First up: Texas Beer Refinery in Dickinson. This 4-year-old brewery sure made a positive impression. From the woman who excitedly told us about the food menu options to the hop-shaped hanging lights, this is a brewery filled with charm. It’s also got some pretty tasty beer. I got a pint of the Covfefe Coffee Pale Ale (turns out they have a sense of humor, too). My friend got the Mexican IPA on nitro. While we were both very happy with our choices, we were also jealous of each other’s beer. She also tried the Gulf Coast Gose and really enjoyed it. I stole a sip and could tell it was well made, but it isn’t one I’d want a full pour of (see above). We would have tried more, but we had other appointments to keep that afternoon, and decided it was best to pace ourselves.

There is a wee bit of scenery down by the Gulf of Mexico.

Second beer stop: Galveston Island Brewing in Galveston. After dipping our toes in the Gulf of Mexico, more beer was necessary. Google said this was the closest one, so off we went. The place was hopping when we arrived. Granted, it was a Saturday night, but the sheer number of people there was impressive (we later found out out we stumbled upon their Third Anniversary party). They had a tented area with a section set aside for live bands, an area with picnic benches and a playground, and a smallish indoor seating area and stools around the bar. There was a lovely view of the setting sun, so sitting outside was an easy choice to make. Due to the crowds, we only had one beer each, but both were nice and easy to drink. I had the DIPA and she had the Hefen-A Hefeweizen. I’d like to come back again when it’s not so crowded, so I can chat with the staff and sample more of the beer.

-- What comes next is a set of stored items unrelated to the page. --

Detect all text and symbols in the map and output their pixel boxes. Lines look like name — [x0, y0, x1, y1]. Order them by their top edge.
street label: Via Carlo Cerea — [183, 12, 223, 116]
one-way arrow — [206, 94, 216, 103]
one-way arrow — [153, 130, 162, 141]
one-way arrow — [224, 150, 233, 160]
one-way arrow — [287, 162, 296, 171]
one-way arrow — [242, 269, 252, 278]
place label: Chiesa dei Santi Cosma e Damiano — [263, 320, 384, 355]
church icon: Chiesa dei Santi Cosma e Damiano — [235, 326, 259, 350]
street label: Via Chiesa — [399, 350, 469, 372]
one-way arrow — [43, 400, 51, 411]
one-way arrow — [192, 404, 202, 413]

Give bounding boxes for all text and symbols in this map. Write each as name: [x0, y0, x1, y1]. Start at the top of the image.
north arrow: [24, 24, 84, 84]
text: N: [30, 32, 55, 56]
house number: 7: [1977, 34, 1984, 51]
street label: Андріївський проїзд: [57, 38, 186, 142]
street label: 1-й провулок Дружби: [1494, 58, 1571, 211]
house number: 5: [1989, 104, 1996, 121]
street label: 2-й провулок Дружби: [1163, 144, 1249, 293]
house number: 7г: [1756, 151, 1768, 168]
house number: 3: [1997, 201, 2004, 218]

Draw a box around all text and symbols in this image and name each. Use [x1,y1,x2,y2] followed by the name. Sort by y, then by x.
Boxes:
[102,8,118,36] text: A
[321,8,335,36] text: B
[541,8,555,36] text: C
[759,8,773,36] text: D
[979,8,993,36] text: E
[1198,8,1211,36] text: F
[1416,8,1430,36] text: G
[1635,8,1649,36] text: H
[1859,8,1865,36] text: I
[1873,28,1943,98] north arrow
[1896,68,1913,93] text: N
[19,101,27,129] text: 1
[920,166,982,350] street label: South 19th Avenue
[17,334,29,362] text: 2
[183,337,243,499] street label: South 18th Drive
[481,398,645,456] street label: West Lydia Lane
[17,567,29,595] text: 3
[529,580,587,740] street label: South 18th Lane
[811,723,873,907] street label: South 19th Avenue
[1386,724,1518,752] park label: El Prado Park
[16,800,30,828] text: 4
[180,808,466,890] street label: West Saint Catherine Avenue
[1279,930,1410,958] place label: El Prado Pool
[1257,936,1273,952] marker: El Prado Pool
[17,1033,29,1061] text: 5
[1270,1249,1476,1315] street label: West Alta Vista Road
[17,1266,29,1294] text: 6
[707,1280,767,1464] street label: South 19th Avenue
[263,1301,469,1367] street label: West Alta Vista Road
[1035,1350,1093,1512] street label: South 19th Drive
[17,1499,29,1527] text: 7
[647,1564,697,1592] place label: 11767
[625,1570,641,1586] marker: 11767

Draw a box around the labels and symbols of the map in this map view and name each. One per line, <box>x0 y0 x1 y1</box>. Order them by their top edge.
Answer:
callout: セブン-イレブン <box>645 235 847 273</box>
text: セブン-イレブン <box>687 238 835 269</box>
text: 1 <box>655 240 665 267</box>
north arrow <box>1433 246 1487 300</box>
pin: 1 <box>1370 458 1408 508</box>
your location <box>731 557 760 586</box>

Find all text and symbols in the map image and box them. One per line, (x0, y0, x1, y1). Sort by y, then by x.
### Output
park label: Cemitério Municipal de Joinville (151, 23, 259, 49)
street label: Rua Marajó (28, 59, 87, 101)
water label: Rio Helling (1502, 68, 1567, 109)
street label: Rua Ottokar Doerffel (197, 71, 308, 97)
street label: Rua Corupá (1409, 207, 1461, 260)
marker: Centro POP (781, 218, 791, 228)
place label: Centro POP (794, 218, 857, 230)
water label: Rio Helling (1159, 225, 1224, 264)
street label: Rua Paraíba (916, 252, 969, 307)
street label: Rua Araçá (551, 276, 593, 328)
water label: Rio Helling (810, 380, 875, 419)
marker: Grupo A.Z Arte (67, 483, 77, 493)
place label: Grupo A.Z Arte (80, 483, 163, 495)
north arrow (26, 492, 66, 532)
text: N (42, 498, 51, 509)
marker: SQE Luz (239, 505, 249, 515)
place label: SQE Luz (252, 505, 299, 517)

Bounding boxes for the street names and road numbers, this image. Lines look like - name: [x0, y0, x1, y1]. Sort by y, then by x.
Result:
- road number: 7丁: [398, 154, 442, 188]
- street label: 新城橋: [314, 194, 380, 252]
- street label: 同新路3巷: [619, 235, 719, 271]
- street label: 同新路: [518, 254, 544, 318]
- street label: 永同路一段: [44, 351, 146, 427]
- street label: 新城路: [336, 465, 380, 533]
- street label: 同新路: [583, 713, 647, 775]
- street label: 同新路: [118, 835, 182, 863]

They do everything big in Texas, include taproom interiors.

Final destination: Saloon Door Brewing in Webster. Unbeknownst to my friend and I, we saved the best for last. Only open for a year, they already have everything I look for in a local watering hole — friendly and informative employees, regulars you can strike up a conversation with, and killer beer. If I lived here, this would be my regular beer-drinking home. One of their distinct features is their beer blend offerings — they mix different beers together creating different (and fun) flavor combinations. My friend got a flight of these, while I opted to try the beers in their original format. This way we could determine if they were trying to hide off flavors in the blends. Long story short, they were not. I had the Brown Ale, Cream Ale, Milk Stout, Pale Ale, Wee Heavy, Double Gunshot Imperial IPA, Summer IPA, River Ace IPA, Tasty AF Peanut Butter, Chocolate Milk Stout, and Bourbon Barrel Russian Imperial Stout. Each one was delicious, and I would have been happy with a full pint of any of them. I can’t possibly list all the blends, but some of them are called Snickers, Strawberry Cheese Cake, and Orange Cordial. There is an art to making these beyond the “let’s mix these and see what happens” approach I’ve taken in the past, but it really is art.

All in all, we had a lot of fun exploring the growing craft beer scene in the Houston area. I recommend checking these places if you are in the neighborhood, then play your own game of “Google-Roulette” to see what gems you discover.